» **PROBLEM DETAILS**
For the entries that follow, tally the lines holding the string "linecap". Give the total and nothing else.

» **SOURCE MATERIAL**
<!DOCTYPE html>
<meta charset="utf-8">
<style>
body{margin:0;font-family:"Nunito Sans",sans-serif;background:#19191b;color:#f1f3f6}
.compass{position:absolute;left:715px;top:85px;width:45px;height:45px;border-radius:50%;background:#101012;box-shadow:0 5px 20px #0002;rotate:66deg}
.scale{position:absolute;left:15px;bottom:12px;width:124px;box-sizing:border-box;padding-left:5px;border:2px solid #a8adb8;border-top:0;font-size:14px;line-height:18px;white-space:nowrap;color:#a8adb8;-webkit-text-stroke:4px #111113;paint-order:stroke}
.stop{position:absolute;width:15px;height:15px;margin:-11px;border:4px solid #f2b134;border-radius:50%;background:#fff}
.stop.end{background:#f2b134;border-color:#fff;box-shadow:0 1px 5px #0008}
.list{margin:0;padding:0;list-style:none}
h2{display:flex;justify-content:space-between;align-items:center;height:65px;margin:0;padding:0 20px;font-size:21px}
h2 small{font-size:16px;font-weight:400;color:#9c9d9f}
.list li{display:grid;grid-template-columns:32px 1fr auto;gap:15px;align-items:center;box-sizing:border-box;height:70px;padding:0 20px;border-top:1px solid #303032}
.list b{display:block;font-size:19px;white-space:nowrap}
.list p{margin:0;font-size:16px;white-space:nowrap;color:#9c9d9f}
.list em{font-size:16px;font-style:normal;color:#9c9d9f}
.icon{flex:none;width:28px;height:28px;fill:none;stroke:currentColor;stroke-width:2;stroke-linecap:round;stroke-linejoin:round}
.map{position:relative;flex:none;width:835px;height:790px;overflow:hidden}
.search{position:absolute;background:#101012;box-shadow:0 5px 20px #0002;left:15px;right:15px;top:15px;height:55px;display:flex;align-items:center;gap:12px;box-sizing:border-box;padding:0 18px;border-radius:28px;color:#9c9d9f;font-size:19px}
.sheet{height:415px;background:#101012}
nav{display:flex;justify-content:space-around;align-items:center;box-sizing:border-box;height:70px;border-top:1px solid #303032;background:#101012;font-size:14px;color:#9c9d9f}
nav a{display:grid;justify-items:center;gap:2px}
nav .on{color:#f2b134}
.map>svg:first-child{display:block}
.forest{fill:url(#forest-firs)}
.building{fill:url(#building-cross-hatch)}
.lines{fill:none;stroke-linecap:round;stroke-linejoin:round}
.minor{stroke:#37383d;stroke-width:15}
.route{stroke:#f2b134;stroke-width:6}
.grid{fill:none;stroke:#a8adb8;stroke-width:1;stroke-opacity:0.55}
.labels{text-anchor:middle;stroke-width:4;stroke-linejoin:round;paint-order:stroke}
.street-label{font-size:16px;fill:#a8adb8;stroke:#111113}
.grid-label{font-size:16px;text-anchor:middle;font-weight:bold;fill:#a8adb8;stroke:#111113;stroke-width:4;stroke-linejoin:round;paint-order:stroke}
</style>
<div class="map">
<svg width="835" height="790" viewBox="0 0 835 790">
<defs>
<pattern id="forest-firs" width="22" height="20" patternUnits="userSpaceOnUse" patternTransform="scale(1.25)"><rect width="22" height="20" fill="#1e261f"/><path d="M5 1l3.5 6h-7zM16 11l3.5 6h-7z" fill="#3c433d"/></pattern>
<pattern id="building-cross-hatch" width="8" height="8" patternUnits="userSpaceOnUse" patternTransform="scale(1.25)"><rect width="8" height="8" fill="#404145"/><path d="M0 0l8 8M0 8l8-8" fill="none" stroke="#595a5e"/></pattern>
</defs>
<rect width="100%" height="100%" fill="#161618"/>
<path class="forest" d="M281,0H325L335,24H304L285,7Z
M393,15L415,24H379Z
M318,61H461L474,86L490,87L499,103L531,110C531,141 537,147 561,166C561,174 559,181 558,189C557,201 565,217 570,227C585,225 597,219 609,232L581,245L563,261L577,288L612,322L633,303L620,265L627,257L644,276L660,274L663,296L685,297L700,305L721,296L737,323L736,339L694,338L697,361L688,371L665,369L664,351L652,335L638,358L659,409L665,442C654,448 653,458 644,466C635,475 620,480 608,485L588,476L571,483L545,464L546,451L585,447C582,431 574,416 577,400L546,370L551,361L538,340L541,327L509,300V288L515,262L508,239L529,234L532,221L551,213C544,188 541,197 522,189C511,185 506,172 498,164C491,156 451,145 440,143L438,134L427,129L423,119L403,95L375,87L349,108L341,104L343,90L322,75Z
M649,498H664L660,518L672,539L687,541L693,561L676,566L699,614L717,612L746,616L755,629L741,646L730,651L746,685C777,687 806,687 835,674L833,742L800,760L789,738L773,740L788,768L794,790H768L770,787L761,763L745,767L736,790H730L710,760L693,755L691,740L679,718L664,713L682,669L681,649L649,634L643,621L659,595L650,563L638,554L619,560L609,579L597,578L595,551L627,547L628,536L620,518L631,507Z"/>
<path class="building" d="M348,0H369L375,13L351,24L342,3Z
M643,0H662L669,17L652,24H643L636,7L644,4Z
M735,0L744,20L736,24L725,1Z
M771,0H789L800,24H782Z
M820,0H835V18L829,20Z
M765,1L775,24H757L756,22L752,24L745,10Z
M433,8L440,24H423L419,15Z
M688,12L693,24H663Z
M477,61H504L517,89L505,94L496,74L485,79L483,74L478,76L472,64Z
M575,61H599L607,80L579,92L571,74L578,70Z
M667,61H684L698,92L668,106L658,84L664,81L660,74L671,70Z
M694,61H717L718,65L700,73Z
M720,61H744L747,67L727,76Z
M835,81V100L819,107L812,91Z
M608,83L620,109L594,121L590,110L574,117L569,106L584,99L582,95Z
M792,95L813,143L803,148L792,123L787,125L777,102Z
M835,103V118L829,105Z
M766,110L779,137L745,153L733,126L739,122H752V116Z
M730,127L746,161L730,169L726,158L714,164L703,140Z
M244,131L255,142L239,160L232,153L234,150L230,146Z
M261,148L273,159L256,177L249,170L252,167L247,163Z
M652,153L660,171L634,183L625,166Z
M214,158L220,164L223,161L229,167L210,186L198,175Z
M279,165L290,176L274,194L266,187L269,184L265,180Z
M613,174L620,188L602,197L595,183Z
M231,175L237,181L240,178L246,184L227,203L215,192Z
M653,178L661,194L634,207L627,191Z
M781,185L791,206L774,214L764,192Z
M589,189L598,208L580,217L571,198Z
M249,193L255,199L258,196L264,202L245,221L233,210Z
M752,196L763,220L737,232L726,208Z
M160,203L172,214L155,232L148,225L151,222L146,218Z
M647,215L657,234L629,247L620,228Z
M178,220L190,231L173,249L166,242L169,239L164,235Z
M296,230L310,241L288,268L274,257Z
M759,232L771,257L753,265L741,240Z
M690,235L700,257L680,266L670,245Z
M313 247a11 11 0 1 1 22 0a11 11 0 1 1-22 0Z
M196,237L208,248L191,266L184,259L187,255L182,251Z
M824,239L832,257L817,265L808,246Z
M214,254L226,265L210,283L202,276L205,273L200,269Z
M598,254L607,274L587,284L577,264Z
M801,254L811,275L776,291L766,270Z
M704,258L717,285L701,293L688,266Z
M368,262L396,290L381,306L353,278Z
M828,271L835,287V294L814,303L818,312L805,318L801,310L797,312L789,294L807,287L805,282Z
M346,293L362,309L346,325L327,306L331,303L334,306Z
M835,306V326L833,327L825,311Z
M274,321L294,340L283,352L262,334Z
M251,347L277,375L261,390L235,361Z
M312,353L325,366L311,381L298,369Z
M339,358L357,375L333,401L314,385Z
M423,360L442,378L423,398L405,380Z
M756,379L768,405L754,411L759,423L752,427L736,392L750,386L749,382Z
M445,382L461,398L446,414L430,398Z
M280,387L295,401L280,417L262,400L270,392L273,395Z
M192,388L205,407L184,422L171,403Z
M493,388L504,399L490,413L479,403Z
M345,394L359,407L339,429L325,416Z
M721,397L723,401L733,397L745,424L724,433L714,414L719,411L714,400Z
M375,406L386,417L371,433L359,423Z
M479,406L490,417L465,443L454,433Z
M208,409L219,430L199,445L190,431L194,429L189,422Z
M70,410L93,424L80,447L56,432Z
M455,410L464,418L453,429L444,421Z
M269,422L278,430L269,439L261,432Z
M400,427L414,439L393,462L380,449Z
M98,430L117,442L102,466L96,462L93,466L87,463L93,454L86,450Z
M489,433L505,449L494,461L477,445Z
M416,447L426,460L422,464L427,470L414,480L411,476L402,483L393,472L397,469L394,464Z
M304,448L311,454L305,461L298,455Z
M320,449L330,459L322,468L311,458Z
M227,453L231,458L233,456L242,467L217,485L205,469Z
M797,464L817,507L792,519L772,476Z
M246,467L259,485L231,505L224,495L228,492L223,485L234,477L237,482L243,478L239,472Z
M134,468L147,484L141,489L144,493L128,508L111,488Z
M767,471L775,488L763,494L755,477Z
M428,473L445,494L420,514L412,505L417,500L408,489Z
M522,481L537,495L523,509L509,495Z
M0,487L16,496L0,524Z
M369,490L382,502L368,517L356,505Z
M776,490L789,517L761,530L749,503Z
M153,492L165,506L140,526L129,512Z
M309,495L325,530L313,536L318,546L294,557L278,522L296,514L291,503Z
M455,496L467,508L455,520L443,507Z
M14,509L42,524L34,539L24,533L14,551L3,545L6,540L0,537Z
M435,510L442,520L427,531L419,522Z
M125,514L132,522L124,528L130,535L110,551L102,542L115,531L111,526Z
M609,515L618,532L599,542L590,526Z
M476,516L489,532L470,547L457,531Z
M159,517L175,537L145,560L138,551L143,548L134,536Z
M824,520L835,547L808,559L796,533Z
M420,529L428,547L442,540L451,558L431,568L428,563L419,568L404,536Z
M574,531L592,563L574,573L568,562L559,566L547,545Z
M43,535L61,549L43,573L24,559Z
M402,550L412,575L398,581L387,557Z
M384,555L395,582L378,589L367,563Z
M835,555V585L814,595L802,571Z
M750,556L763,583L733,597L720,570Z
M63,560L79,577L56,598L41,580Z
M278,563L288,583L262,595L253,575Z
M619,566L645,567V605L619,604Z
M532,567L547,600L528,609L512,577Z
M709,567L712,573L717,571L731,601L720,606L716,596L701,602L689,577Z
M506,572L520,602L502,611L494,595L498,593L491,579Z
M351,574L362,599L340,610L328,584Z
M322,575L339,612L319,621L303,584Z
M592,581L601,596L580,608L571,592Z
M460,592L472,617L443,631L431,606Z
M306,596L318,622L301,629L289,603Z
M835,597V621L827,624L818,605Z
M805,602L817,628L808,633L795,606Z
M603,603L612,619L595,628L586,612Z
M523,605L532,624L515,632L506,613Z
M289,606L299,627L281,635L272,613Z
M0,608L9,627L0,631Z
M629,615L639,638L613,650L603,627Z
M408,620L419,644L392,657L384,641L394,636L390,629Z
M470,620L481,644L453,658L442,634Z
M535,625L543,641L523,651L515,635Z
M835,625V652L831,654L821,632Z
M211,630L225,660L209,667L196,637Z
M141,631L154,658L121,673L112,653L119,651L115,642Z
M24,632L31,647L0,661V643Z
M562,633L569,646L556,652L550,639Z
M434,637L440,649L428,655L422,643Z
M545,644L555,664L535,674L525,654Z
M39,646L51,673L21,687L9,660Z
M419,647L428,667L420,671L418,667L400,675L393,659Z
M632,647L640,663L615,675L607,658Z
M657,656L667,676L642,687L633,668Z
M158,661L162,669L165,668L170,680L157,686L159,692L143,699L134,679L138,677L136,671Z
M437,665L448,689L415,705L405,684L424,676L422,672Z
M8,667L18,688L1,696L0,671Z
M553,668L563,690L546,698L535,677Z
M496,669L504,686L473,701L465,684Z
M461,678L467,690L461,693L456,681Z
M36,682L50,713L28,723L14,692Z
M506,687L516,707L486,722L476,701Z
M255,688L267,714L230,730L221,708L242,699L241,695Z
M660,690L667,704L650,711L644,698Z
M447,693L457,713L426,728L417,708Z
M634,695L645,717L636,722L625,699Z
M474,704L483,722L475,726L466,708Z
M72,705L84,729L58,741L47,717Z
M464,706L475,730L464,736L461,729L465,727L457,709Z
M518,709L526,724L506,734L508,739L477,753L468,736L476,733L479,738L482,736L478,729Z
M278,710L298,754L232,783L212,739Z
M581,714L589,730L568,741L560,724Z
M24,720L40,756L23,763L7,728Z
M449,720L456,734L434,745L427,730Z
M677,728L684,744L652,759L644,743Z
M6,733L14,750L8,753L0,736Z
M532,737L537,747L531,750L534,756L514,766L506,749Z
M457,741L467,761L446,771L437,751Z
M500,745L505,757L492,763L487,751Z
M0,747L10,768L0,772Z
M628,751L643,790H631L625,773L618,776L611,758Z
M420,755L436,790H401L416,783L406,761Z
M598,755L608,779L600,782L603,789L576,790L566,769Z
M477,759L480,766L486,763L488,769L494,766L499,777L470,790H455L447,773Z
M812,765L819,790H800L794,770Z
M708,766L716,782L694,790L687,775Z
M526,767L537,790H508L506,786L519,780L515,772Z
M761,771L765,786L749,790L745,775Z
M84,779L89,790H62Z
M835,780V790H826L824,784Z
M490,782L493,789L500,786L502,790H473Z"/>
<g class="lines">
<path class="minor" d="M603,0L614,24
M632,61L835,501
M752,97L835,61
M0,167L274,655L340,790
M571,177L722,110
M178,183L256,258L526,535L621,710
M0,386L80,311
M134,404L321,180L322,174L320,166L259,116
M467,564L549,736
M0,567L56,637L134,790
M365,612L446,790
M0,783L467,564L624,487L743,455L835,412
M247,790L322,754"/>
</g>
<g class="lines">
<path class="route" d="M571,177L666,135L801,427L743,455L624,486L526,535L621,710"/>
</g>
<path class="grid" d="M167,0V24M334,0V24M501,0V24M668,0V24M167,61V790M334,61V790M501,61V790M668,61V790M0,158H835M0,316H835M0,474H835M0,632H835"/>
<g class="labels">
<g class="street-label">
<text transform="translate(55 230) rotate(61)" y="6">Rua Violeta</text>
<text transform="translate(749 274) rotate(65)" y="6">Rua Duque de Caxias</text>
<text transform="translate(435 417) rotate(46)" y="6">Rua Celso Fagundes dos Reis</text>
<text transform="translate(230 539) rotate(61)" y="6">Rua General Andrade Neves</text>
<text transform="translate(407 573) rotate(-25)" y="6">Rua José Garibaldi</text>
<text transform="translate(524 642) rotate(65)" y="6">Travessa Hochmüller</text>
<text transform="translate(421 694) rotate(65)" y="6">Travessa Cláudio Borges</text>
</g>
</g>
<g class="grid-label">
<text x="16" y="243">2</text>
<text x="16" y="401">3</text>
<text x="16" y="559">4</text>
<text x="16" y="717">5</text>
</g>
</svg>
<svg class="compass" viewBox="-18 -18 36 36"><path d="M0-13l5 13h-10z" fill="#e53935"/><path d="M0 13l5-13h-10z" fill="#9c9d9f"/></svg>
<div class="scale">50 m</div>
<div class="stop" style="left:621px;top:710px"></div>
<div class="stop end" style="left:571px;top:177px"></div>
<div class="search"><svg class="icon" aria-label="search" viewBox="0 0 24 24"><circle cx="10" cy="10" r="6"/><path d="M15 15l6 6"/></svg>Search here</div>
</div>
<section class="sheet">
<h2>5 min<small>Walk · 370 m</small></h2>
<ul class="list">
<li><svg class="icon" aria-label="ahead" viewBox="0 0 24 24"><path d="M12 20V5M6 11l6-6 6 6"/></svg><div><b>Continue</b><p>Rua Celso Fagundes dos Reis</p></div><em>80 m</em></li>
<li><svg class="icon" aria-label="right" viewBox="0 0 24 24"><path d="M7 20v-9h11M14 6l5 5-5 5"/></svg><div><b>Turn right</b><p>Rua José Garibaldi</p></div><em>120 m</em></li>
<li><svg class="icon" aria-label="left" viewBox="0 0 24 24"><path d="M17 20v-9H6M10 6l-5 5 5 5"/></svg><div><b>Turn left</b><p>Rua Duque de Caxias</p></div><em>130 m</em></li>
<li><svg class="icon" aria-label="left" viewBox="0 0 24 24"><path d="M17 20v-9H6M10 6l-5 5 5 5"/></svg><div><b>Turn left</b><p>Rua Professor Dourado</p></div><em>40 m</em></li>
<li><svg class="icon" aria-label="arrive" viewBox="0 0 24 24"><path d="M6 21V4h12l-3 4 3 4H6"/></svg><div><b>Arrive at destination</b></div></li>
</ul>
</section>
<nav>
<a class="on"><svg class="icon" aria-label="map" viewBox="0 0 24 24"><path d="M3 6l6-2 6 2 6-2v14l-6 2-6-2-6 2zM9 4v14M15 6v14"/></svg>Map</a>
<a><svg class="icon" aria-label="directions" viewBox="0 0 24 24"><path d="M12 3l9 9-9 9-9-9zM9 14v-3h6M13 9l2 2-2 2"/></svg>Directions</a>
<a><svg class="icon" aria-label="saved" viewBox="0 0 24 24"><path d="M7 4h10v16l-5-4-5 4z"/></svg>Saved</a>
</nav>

» **WRITTEN REPLY**
2